= Corruption in Bolivia =

Location of Bolivia

Corruption in Bolivia is a major problem that has been called an accepted part of life in the country. It can be found at all levels of Bolivian society. Citizens of the country perceive the judiciary, police and public administration generally as the country's most corrupt. Corruption is also widespread among officials who are supposed to control the illegal drug trade and among those working in and with extractive industries.

Many Bolivians are uneducated and thus unaware of their rights as citizens or of laws against corruption.

==Background==
Ever since Bolivia was freed from Spanish rule in 1825, the country has experienced considerable instability. The government has been overthrown over 200 times and the constitution rewritten. Widespread poverty has been a major factor in the country's poor development and poor governance.

In the latter half of the 20th century, the government was passed back and forth between civilian and military control repeatedly, some of them notorious for corruption. In 1980-81, when Luis García Meza Tejada was dictator, several thousand civil servants were prosecuted for embezzlement; in 1986, García Meza was charged with treason, sedition, and many other crimes, along with 55 of his associates; he fled the country in 1989.

Victor Paz Estenssoro’s government (1985-89) introduced a degree of stability and democracy. Under Gonzalo “Goni” Sanchez de Lozada, president from 1993 to 1997 and from 2002 to 2003, however, witness the selling off state industries in a process that was widely viewed as corrupt, with many of the purchasers being firms with whom he had close ties.

Evo Morales, elected Bolivia's president in December 2005, convinced poor and middle-class voters that his promised social revolution would overcome establishment corruption. Increased revenues from the exploitation of Bolivia's rich natural resources helped improve macro-economic performance during the decade between 2002 and 2012. Transparency has also improved under Morales. Nonetheless, Bolivia remains the poorest nation in South America, with real GDP lower than it was a generation ago and most of the population still living below the poverty line.

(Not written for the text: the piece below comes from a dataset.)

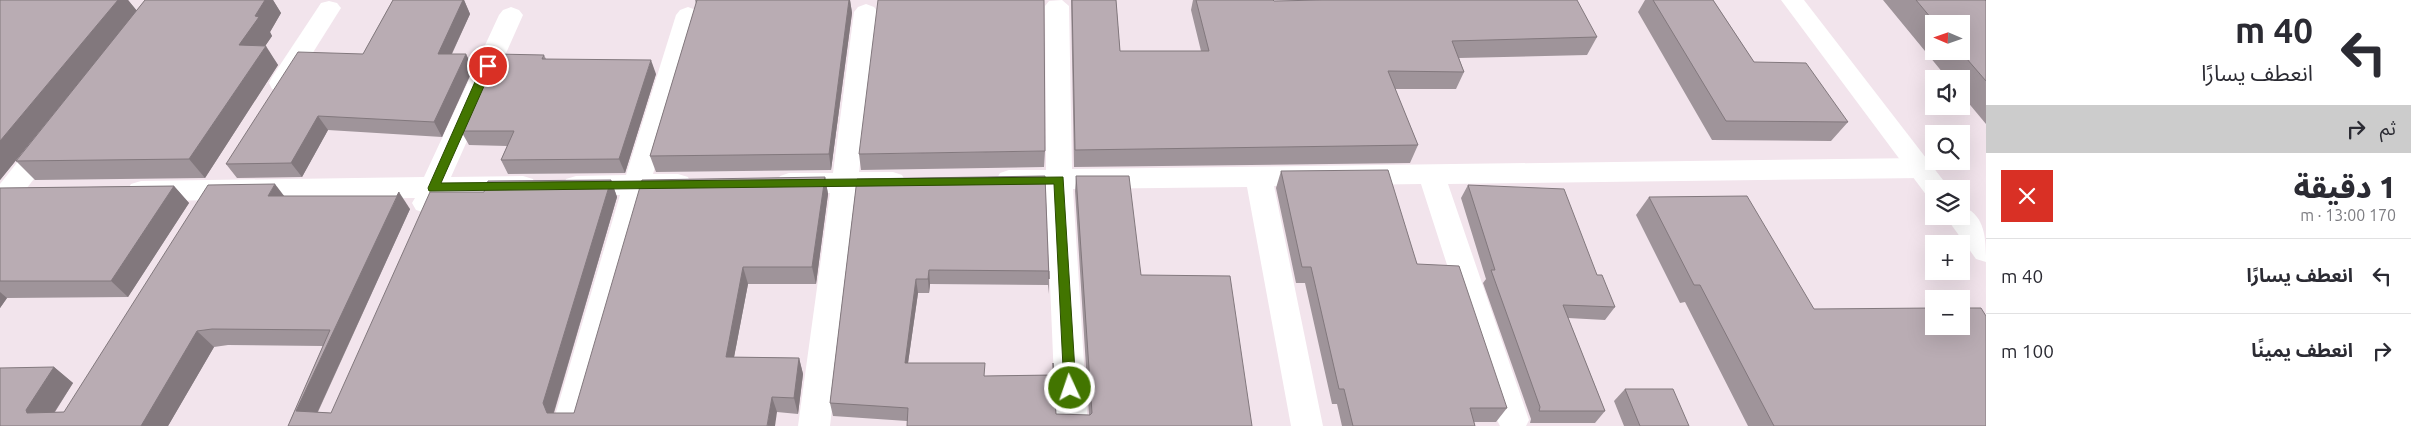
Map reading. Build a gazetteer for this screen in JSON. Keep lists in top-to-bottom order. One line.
{"north":"left","page":{"turn":["40 m","انعطف يسارًا"],"map_buttons":["+","−"],"then":"ثم","heading":["1 دقيقة","170 m · 13:00"],"list":[{"name":"انعطف يسارًا","value":"40 m"},{"name":"انعطف يمينًا","value":"100 m"}]}}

==Indicators, perceptions, and attitudes==
Transparency International's 2025 Corruption Perceptions Index gave Bolivia a score of 28 on a scale from 0 ("highly corrupt") to 100 ("very clean"). When ranked by score, Bolivia ranked 136th among the 182 countries in the Index, where the country ranked first is perceived to have the most honest public sector. For comparison with regional scores, the best score among the countries of the Americas (Note: Argentina, Bahamas, Barbados, Belize, Bolivia, Brazil, Canada, Chile, Colombia, Costa Rica, Cuba, Dominica, Dominican Republic, Ecuador, El Salvador, Grenada, Guatemala, Guyana, Haiti, Honduras, Jamaica, Mexico, Nicaragua, Panama, Paraguay, Peru, Saint Lucia, Saint Vincent and the Grenadines, Suriname, Trinidad and Tobago, United States of America, Uruguay, Venezuela) was 75, the average score was 42 and the worst score was 10. For comparison with worldwide scores, the best score was 89 (ranked 1), the average score was 42, and the worst score was 9 (ranked 181, in a two-way tie).

In 2012, the World Bank gave Bolivia a score of 38.9 for corruption on the Worldwide Governance Indicators scale from 0 (worst) to 100 (best), a decline from 2007 (43.7) but an improvement over 2009 (29.2). From 2007 to 2011, 80% of citizens thought corruption had worsened or stayed constant. A 2010 report suggested that citizens’ perception of the level of public-sector corruption was worse than the actual scale of such corruption. Business executives, by contrast, saw the situation as having improved since 2009.

Inhabitants of Bolivia tend to consider the state “hopelessly corrupt,” yet under Morales, paradoxically, have allowed it to control an ever-greater portion of the economy, greatly expanding opportunities for corruption. A 2015 report found that while Bolivians do not consider Morales personally corrupt, and re-elected him handily in October 2014, they do think there is more corruption than ever and that it is the fault of the government.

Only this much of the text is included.